As the offshore energy sites present a challenging environment for personnel and vessel crews, with a huge risk of man overboard (MOB) incidents and traditional approaches to search and recovery are unsuitable for many offshore facilities, Zelim and Chartwell Marine decided to develop a lifesaving system that can be used in the offshore energy sector, including wind farms.
The ‘Survivor Class’ vessel will be incorporating search technology & remote operations. It will be an unmanned, remotely operated vessel with crucial deployment time reduced while also limiting collateral risk for rescue personnel, according to Chartwell Marine.
According to the developer, the vessel has been designed ‘casualty first’, with accessible features to address limited mobility challenges, such as a pioneering rescue conveyor for recovering MOBs from the water, easy-open door handles, an air-conditioned cabin, and a helicopter pick up zone.
The vessel will be mounted onto offshore structures and deployed into the water via a 25m free fall following MOB or helicopter drowning incidents. To maximise safety in severe weather conditions, Chartwell Marine invested effort into producing a vessel operable in significant wave heights of 4.5m, verified with extensive model testing conducted by independent naval architect Seaspeed Marine Consulting.
After contesting a competitive bid process, the consortium secured Innovate UK funding on two separate occasions, accelerating project timelines to complete the preliminary design phase. The last tranche of funding is being used to deliver the full design and shipyard tender, build oversight and testing.
The increasing distance of projects from shore renders traditional maritime support ineffective. Lifeboats can take several hours to reach the emergency site, and even rescue helicopters can take well over an hour. Additionally, offshore wind farms typically lie out of the standard operating zones of such rescue vessels, rendering rescue procedures even more challenging, according to Chartwel Marine.
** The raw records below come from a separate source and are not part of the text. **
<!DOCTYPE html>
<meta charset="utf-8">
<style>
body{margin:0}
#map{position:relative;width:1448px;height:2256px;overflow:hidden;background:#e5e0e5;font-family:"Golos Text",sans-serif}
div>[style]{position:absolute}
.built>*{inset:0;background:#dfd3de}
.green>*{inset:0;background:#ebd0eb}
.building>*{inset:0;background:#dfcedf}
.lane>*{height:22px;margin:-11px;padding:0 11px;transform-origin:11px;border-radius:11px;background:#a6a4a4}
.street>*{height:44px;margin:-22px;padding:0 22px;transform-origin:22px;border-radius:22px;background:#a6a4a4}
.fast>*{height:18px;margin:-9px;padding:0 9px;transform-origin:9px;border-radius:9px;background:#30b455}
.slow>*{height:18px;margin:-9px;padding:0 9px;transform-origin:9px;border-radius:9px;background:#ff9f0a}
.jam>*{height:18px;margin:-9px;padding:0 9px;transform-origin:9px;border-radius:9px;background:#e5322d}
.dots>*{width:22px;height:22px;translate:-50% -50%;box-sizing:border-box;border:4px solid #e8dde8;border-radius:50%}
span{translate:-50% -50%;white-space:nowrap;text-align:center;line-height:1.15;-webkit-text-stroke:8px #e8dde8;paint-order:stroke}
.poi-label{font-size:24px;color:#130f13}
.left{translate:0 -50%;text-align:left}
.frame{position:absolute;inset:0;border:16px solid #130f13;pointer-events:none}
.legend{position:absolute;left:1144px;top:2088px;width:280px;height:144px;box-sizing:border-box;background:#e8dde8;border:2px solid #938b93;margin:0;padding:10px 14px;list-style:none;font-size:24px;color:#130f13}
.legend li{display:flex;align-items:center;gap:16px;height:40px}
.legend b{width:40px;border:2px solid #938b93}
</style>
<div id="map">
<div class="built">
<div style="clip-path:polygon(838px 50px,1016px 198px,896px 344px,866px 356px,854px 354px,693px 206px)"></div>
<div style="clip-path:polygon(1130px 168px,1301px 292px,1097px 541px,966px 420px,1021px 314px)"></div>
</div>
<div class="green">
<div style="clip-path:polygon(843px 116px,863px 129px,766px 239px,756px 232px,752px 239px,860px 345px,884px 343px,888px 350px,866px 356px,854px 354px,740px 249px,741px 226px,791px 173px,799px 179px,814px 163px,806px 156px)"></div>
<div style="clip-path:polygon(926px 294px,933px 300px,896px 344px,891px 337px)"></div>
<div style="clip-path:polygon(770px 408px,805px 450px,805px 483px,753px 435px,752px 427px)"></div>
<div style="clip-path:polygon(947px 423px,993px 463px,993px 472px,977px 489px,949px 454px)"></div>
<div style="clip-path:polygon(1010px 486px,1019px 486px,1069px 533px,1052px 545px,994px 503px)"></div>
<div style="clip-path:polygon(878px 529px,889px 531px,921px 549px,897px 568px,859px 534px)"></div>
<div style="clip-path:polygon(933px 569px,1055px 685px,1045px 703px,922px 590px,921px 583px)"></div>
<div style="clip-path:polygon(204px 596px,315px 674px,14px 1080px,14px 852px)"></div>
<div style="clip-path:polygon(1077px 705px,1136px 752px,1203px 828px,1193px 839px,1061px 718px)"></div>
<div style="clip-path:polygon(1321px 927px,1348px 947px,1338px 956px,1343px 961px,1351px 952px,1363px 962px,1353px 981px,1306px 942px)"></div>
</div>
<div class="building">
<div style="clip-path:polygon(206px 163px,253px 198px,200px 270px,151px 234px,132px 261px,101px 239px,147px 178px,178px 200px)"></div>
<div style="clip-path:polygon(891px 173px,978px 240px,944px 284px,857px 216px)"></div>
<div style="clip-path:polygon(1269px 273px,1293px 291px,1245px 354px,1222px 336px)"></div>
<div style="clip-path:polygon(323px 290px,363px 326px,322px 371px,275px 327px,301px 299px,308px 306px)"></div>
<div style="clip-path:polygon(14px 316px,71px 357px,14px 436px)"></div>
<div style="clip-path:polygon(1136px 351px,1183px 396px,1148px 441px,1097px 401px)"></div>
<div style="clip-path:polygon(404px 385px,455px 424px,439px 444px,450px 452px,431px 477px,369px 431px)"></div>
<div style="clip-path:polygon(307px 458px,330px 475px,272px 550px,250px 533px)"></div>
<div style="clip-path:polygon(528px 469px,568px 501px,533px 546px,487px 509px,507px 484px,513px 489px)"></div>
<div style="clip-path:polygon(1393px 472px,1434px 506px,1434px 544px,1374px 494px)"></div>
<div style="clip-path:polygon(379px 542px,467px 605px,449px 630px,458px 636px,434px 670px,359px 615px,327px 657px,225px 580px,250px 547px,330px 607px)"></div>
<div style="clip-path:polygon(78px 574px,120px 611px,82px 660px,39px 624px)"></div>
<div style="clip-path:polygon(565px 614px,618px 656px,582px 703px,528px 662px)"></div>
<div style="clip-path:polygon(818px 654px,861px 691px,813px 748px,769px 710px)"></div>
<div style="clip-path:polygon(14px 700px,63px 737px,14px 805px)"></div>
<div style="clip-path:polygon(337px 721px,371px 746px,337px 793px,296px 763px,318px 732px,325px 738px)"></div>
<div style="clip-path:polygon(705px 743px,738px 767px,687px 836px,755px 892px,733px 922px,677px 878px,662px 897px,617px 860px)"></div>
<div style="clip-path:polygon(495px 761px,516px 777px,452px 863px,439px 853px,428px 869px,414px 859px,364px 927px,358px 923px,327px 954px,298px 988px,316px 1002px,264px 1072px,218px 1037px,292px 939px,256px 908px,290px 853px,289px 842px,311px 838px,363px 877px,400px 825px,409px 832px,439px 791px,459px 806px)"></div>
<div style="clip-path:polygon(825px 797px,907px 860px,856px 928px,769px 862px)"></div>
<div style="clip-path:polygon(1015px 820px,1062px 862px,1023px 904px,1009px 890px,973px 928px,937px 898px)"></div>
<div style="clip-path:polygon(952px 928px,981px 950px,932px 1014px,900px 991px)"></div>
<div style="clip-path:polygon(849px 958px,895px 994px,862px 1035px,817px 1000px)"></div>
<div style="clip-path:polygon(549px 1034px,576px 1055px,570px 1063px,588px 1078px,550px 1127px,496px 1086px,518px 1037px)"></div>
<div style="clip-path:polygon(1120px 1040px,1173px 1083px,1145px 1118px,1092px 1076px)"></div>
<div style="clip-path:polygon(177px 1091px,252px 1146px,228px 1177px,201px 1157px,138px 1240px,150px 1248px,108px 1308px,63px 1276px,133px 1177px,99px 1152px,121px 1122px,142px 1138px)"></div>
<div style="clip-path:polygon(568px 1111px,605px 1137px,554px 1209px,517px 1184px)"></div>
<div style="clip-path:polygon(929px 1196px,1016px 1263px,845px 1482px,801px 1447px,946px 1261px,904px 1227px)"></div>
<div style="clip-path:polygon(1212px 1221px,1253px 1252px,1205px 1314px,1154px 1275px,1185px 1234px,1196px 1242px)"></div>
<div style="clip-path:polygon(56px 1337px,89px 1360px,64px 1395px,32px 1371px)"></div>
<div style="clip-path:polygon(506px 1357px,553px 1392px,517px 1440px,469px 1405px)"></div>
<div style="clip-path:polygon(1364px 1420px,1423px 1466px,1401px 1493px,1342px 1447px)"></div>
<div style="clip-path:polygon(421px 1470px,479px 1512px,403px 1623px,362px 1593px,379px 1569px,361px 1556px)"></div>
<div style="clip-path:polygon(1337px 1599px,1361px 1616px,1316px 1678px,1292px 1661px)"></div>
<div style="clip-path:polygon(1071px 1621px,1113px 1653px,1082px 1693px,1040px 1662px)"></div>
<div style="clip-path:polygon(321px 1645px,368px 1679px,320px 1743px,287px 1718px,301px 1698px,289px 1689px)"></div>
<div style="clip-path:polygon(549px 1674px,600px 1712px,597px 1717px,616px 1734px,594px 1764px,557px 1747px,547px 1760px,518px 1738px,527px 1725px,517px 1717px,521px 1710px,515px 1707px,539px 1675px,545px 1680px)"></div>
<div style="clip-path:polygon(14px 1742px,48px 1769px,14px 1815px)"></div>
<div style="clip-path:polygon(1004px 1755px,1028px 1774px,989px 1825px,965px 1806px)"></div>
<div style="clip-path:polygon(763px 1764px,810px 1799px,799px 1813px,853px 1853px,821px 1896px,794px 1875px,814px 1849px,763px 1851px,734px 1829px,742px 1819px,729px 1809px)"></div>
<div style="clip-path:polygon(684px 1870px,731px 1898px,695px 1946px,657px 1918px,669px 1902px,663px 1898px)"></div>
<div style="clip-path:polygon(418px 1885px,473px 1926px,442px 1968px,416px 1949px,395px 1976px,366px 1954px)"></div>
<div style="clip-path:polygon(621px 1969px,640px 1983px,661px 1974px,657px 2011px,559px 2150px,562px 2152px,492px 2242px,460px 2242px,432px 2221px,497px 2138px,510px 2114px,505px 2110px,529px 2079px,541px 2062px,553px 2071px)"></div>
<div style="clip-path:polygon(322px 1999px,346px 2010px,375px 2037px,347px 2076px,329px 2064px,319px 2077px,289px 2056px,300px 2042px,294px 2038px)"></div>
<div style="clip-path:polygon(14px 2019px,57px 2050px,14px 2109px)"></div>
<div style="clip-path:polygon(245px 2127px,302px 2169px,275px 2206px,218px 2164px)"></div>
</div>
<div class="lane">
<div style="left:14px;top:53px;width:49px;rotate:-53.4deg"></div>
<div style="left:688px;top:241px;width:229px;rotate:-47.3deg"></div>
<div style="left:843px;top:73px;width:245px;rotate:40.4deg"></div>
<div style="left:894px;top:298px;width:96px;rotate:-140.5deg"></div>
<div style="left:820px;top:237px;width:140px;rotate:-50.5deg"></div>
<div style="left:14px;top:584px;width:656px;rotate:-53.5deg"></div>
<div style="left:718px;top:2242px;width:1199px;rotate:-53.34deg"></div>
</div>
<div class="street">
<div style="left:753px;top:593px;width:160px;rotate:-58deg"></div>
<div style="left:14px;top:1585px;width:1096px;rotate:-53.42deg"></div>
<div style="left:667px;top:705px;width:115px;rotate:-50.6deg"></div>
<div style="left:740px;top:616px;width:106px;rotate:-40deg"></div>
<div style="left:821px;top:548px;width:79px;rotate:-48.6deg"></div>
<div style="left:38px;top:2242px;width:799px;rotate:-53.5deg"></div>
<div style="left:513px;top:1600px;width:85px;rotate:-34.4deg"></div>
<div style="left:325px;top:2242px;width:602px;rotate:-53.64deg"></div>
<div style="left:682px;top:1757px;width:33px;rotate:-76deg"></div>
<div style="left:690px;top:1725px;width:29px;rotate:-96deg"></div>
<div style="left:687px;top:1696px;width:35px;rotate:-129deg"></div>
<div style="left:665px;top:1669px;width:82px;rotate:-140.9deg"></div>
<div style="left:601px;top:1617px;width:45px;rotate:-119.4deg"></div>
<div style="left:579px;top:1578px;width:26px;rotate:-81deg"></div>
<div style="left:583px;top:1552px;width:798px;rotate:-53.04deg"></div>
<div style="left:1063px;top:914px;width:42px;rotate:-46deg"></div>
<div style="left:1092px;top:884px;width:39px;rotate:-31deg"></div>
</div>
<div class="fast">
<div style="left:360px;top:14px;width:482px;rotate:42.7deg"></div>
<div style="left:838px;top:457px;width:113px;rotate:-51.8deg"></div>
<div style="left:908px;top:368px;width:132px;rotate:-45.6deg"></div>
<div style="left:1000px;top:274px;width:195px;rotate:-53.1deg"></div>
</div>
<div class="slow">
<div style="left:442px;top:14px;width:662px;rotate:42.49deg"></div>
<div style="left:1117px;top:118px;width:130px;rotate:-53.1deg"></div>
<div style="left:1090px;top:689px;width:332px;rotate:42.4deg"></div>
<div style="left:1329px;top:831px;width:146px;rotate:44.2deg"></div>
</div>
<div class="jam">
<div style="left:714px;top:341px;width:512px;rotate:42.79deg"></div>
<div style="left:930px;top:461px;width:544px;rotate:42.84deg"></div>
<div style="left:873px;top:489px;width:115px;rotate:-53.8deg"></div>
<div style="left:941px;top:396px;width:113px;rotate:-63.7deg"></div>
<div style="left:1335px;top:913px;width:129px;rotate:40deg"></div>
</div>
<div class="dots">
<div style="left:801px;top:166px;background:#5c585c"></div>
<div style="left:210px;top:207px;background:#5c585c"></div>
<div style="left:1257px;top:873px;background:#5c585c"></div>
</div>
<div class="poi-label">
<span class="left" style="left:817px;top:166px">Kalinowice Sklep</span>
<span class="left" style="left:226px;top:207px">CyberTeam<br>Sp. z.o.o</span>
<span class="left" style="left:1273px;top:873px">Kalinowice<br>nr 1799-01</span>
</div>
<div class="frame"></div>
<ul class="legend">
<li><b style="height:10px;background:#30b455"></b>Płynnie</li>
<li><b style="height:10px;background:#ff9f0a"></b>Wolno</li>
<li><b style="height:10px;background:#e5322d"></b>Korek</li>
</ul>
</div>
‘’Designing the Survivor Class gave us a great opportunity to apply our offshore wind expertise to new challenges, such as free-fall water entry and casualty recovery. For example, the two waterjets will activate prior to contact with the water to stop the vessel from drifting backwards into the turbine. Zelim has shown strong leadership in making offshore wind a safer industry, and we are excited to see where the partnership goes next,’’ says Andy Page, Managing Director, Chartwell Marine.